From the entries below, return every line that includes the word "inset".

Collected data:
****************

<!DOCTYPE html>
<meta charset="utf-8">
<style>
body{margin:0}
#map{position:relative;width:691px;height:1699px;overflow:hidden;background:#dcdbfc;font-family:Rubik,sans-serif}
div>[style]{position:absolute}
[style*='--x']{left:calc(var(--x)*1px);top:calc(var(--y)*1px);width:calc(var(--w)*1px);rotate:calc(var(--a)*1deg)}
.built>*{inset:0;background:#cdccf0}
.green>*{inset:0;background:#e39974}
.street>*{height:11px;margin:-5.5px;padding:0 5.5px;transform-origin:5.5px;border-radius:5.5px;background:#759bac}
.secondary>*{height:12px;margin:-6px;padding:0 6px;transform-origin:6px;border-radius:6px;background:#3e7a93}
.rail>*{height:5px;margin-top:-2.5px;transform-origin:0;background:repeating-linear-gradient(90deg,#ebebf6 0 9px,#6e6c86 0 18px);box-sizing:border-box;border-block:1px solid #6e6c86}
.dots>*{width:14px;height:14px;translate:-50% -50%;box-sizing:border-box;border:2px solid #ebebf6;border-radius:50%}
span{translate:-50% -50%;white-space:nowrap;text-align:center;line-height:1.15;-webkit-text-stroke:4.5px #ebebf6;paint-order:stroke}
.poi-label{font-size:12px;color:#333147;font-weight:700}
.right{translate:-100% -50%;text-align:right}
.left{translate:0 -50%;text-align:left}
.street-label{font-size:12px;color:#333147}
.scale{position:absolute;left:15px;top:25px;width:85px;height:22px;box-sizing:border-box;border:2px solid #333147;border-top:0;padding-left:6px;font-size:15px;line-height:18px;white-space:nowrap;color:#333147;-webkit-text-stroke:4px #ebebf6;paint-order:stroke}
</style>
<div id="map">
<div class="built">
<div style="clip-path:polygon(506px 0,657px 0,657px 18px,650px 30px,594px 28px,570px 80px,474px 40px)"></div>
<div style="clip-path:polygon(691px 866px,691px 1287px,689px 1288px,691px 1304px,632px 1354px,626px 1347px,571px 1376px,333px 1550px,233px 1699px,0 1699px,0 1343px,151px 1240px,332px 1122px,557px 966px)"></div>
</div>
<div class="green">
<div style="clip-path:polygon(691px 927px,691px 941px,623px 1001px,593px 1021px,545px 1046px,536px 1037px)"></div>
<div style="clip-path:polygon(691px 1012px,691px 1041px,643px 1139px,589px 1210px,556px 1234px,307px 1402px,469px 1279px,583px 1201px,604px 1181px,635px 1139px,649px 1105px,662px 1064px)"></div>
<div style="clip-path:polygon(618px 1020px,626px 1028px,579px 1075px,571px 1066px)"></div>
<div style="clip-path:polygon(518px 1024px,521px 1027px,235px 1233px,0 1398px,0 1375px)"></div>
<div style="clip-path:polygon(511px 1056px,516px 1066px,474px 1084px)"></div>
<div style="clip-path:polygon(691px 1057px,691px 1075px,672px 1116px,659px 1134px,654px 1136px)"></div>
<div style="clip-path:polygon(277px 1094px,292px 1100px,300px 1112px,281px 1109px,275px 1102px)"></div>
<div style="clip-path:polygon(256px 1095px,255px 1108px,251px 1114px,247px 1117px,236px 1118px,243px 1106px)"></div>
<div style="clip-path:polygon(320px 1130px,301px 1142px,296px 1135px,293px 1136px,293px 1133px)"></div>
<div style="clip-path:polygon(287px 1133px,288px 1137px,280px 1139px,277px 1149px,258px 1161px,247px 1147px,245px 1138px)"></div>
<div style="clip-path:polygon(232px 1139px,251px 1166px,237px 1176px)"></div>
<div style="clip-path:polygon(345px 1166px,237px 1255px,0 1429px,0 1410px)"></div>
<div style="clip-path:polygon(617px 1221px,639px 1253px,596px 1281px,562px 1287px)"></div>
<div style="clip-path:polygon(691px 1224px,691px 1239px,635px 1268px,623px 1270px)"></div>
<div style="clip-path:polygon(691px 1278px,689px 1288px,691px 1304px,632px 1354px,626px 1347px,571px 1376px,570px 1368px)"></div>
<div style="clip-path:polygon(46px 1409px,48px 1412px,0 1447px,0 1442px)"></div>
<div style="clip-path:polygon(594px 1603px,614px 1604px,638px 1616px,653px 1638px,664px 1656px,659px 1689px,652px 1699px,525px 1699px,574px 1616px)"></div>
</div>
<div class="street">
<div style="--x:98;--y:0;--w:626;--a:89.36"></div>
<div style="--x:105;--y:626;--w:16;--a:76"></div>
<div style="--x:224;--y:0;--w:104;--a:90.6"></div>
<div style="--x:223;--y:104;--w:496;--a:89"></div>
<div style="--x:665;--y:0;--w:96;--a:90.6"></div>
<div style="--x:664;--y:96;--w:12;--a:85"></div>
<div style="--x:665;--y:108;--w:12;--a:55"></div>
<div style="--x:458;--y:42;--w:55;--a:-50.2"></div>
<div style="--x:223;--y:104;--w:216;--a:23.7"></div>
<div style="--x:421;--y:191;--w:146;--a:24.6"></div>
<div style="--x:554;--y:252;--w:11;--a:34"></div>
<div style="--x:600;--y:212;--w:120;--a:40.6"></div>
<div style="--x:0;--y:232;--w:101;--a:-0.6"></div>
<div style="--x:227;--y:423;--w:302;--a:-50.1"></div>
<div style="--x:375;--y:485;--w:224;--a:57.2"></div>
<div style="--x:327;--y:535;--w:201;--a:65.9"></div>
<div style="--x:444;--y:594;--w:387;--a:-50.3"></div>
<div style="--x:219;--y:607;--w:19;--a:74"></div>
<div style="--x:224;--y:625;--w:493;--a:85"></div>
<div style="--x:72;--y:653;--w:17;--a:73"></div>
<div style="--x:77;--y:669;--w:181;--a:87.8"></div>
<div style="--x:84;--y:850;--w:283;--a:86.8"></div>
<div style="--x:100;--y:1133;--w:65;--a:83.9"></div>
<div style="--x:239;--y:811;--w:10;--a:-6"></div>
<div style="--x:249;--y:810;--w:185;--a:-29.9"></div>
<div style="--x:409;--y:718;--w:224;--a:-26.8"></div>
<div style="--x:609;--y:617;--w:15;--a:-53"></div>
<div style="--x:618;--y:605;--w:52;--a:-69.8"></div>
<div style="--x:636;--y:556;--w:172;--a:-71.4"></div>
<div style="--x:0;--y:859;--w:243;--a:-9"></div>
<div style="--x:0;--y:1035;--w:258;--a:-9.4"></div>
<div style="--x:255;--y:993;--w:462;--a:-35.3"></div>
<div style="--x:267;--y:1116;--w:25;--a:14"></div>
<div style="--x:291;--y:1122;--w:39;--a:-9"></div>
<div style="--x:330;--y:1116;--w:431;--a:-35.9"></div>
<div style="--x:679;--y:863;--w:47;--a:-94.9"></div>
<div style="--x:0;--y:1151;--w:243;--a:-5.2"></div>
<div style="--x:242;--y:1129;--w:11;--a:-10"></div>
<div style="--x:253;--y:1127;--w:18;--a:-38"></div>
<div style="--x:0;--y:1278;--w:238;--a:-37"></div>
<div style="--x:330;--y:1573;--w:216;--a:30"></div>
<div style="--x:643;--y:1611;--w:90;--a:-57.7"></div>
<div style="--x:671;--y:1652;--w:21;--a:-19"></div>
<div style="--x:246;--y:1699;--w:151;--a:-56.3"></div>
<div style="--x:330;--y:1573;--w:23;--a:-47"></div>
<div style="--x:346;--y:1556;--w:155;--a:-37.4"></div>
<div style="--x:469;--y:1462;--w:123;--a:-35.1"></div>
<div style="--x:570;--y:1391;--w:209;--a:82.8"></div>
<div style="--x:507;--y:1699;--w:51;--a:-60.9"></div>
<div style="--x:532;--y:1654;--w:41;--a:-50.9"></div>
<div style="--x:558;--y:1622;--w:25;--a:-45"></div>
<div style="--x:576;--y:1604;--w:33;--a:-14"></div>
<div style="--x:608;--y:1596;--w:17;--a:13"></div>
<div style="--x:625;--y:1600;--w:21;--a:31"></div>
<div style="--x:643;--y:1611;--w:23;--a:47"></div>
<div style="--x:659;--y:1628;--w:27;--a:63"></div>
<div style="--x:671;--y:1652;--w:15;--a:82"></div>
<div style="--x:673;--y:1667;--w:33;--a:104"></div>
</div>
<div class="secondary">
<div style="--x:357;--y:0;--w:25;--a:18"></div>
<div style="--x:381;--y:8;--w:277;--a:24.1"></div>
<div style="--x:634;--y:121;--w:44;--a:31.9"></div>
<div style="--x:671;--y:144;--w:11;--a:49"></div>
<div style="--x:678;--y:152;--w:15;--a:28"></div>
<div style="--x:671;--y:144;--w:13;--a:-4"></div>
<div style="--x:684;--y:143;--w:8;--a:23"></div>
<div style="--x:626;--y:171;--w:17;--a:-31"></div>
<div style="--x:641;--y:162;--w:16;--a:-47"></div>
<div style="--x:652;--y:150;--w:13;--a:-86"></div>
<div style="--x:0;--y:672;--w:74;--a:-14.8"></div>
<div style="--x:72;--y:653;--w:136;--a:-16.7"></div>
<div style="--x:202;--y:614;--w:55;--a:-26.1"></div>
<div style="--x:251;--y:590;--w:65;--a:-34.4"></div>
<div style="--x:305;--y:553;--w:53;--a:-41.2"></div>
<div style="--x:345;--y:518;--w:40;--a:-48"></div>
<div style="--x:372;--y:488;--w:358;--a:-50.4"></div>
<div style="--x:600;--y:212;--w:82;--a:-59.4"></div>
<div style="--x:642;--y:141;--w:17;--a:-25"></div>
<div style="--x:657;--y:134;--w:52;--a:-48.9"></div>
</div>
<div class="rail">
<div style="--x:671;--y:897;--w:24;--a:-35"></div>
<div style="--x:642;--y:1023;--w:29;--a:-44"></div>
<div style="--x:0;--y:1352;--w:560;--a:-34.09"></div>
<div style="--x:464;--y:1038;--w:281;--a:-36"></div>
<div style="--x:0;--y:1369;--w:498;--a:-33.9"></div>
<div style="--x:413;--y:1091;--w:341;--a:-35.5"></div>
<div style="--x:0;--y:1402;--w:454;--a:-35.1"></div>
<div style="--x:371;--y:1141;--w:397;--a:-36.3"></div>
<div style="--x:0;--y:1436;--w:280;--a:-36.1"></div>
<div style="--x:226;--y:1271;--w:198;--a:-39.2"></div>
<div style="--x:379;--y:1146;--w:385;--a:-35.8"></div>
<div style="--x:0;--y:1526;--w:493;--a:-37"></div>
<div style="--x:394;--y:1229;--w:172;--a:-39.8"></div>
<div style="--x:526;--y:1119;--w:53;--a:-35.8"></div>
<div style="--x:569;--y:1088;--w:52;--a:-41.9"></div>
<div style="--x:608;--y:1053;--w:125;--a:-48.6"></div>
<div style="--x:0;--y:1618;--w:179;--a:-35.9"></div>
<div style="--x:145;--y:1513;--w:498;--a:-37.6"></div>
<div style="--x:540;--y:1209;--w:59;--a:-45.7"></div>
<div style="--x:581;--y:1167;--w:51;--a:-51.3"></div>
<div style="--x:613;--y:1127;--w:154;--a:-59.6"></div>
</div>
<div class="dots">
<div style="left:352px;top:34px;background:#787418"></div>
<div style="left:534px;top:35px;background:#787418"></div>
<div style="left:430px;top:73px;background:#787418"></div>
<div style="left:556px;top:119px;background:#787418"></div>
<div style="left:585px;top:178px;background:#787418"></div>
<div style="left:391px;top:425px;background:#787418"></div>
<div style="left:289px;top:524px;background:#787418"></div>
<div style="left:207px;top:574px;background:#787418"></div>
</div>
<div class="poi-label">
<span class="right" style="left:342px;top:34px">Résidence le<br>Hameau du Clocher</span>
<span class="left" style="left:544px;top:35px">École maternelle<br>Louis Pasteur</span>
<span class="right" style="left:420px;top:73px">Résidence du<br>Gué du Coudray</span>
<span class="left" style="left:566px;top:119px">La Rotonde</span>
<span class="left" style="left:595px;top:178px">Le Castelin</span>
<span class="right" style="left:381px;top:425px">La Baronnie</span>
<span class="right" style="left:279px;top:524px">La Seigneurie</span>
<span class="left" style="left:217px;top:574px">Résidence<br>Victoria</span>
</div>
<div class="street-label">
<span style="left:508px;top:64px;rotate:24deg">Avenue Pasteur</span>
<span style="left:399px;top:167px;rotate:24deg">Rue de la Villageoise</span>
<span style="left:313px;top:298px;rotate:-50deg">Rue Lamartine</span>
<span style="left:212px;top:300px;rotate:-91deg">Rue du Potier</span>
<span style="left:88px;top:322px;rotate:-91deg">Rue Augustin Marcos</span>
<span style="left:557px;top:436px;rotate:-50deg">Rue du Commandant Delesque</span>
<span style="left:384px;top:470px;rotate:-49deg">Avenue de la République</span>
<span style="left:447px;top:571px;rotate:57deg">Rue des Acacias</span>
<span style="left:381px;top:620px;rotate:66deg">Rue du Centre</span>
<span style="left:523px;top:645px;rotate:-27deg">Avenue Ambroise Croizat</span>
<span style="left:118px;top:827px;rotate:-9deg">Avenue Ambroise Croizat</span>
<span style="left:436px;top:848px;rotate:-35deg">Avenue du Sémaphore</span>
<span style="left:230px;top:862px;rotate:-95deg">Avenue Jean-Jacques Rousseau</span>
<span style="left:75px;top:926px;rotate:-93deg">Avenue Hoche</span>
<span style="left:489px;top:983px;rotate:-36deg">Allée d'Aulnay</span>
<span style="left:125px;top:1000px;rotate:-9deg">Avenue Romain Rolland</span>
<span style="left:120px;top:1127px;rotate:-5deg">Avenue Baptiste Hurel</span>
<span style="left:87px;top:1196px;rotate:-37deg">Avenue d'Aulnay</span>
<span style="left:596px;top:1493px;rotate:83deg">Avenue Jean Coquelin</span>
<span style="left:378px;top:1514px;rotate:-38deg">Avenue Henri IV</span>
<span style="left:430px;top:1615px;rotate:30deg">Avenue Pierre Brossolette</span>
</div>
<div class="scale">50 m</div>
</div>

****************

* [Your solution]
.built>*{inset:0;background:#cdccf0}
.green>*{inset:0;background:#e39974}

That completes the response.